Overview
We are seeking a highly skilled DevOps Engineer with strong MLOps expertise to join our team. The ideal candidate will have a solid foundation in DevOps practices—infrastructure automation, CI/CD, container orchestration, networking, monitoring, Linux system administration, and security compliance—and extend this expertise into operationalizing ML/AI workloads. You will collaborate with data scientists, ML engineers, and software teams to ensure reliable, secure, and scalable deployments of applications and ML models.Website: https://coreops.aiKey ResponsibilitiesDevOps
- Design, build, and maintain CI/CD pipelines for applications and AI/ML workloads.
- Implement Infrastructure as Code (Terraform, Ansible, CloudFormation).
- Deploy and manage containerized environments using Docker, Kubernetes, and Helm.
- Manage and optimize cloud infrastructure across AWS, Azure, or GCP.
- Ensure system reliability, security, and performance with strong Linux administration skills.
- Manage web servers, DNS, CDN, and databases (SQL/NoSQL).
- Implement monitoring, logging, and alerting using Prometheus, Grafana, ELK, or Datadog.
- Apply best practices for networking (VPCs, load balancers, DNS, firewalls, service meshes), scaling, and cost optimization.
MLOps
- Deploy, monitor, and maintain ML models in production.

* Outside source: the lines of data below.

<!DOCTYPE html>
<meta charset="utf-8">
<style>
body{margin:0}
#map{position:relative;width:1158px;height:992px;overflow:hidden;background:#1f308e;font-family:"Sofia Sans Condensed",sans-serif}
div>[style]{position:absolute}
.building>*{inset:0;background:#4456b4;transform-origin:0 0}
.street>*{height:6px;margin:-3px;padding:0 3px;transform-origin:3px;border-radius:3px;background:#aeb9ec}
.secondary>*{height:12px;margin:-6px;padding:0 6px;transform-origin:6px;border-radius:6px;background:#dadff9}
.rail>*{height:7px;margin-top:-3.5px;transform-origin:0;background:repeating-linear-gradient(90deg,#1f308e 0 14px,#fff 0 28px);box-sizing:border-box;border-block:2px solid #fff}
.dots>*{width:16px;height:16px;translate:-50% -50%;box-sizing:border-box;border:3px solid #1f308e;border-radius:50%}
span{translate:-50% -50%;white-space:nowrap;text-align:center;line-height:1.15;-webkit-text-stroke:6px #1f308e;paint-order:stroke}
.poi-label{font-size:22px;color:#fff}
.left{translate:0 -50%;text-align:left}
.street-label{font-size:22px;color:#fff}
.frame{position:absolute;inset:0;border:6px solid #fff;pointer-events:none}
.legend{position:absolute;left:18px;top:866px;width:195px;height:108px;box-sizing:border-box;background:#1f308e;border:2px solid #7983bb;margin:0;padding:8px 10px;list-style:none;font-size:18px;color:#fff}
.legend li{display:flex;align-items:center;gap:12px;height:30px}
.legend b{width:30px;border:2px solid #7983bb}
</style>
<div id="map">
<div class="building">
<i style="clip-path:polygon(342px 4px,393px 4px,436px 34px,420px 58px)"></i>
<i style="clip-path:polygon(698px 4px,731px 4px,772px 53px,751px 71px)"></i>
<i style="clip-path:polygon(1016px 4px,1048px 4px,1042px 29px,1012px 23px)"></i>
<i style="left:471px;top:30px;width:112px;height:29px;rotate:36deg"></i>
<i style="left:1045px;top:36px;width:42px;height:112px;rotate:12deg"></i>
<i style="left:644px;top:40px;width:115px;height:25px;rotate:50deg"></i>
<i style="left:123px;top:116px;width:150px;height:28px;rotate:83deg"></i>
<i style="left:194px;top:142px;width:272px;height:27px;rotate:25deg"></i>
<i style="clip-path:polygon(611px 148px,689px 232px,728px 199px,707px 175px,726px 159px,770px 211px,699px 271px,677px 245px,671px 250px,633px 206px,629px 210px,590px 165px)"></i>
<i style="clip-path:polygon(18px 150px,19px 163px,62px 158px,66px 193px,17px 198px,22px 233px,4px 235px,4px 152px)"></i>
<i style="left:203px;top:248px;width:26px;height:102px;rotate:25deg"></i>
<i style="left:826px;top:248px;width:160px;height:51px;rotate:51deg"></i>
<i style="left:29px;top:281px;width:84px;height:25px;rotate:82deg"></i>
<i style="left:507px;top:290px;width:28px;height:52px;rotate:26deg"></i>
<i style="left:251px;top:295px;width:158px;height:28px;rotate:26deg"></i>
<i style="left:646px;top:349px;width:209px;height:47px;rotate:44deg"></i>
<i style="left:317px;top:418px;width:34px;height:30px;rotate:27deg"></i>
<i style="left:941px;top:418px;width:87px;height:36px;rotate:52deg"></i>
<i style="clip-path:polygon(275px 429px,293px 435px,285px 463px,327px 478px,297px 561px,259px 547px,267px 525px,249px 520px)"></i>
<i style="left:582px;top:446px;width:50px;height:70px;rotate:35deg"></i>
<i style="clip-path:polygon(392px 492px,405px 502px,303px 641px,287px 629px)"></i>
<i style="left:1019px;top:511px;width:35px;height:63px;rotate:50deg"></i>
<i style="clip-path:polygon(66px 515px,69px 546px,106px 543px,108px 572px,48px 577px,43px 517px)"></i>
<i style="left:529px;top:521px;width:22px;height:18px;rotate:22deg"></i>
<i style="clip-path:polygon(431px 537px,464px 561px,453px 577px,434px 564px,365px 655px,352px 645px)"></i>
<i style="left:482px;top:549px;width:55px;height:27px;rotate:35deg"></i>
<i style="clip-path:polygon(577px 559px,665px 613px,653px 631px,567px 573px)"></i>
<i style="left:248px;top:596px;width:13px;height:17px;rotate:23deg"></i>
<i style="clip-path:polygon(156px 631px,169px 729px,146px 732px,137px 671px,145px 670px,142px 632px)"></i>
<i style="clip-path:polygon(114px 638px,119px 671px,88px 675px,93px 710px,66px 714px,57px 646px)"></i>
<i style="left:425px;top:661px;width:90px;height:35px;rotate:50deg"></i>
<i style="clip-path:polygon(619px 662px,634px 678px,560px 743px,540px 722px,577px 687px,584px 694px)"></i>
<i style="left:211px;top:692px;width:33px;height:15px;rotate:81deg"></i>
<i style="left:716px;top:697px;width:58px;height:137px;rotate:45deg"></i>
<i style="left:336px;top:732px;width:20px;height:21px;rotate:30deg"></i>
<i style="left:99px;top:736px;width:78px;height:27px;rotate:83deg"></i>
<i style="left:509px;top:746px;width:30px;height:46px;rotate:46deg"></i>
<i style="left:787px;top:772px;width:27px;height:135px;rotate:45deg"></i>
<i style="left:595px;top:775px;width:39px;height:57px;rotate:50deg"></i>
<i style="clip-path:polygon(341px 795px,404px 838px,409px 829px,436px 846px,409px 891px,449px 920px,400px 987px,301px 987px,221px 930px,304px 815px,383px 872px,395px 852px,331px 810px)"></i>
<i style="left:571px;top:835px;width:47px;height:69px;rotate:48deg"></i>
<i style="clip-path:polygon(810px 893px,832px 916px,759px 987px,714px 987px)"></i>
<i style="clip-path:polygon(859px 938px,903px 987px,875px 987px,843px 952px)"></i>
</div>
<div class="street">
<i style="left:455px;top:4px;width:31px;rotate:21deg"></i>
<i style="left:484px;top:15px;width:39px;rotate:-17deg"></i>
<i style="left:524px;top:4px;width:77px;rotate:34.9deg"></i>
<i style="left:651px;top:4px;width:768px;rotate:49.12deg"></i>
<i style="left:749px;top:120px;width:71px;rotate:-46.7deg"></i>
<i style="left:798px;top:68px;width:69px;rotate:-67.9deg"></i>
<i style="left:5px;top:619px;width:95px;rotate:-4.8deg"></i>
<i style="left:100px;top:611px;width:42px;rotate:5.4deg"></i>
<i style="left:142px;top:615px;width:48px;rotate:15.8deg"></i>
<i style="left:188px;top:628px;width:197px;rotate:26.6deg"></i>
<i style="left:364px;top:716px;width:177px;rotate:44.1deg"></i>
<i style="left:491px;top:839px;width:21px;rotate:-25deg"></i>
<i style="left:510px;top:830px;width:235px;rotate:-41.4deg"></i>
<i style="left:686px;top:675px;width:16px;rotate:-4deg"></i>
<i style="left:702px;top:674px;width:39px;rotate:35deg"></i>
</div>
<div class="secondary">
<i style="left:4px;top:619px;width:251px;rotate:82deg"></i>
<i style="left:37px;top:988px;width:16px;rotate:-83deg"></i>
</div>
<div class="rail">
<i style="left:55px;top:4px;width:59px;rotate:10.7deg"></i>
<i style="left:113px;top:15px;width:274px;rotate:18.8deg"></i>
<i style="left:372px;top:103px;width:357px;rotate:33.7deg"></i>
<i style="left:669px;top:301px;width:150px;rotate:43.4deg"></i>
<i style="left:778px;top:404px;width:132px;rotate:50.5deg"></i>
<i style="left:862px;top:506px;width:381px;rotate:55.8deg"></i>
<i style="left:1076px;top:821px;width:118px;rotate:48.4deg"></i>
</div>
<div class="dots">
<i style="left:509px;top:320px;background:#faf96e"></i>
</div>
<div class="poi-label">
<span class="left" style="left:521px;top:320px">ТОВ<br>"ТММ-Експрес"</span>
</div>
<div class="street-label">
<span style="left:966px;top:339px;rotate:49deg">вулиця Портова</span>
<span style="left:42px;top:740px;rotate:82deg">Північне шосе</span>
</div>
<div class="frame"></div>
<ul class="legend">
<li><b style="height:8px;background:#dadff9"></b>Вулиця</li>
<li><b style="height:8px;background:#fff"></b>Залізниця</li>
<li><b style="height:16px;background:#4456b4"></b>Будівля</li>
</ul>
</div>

- Build automated training, testing, retraining, and data drift detection pipelines.
- Support data pipelines, versioning, and reproducibility (DVC, MLflow, CML).
- Collaborate with data scientists and ML engineers to productionize ML models.
- Integrate ML/AI workflows into CI/CD processes.
- Work with APIs (REST/gRPC) for model/service integration.
Security Compliance
- Design secure, compliant systems (IAM, RBAC, secrets management, audit readiness).
- Implement DevSecOps practices in CI/CD pipelines.
- Ensure alignment with industry standards (GDPR, SOC2, ISO27001).
Must-Have Skills
- Linux expertise: Strong hands-on Linux administration (Ubuntu, RHEL, CentOS).
- DevOps foundation: CI/CD, Kubernetes, Docker, Terraform/Ansible, monitoring, and security.
- Cloud experience: Hands-on with AWS, Azure, or GCP.
- Networking expertise: Strong knowledge of VPCs, load balancers, DNS, firewalls, and service meshes.
- Web infrastructure: Experience with Nginx, Apache, DNS management, CDN integration.
- Database experience: SQL (MySQL, PostgreSQL) and NoSQL (MongoDB, Redis).
- Programming: Proficiency in Python, Bash/Shell scripting, and SQL.
- MLOps knowledge: Model deployment, pipelines, monitoring, retraining, and data drift detection.
- Version control automation: GitHub/GitLab, Jenkins, GitHub Actions.
- ML frameworks: Familiarity with TensorFlow, PyTorch, or Scikit-learn.
- RAG AI pipeline exposure: RAG pipelines, vector databases (Pinecone, Weaviate, FAISS), embeddings, LangChain/LlamaIndex.
- Collaboration tools: Jira, Azure DevOps, Confluence.
Preferred Skills
- Observability and monitoring for ML/AI systems.
- Familiarity with cloud-native ML platforms (SageMaker, Vertex AI, Azure ML).
- Experience with workflow/data orchestration (Airflow, Argo, Kubeflow).
- Security practices in DevOps/MLOps (secrets management, IAM, RBAC, compliance).
- Knowledge of LLMOps best practices (monitoring, evaluation, guardrails).
- Certifications (optional but attractive):
- AWS/Azure/GCP Certified Solutions Architect or DevOps Engineer.
- Kubernetes (CKA/CKAD/CKS).
Qualifications
- Bachelor’s or Master’s degree in Computer Science, Engineering, or related field.
- 4+ years of experience in DevOps (cloud, containers, automation, Linux, networking) and 2+ years of MLOps exposure in production environments.
- Strong understanding of DevOps and MLOps principles and best practices.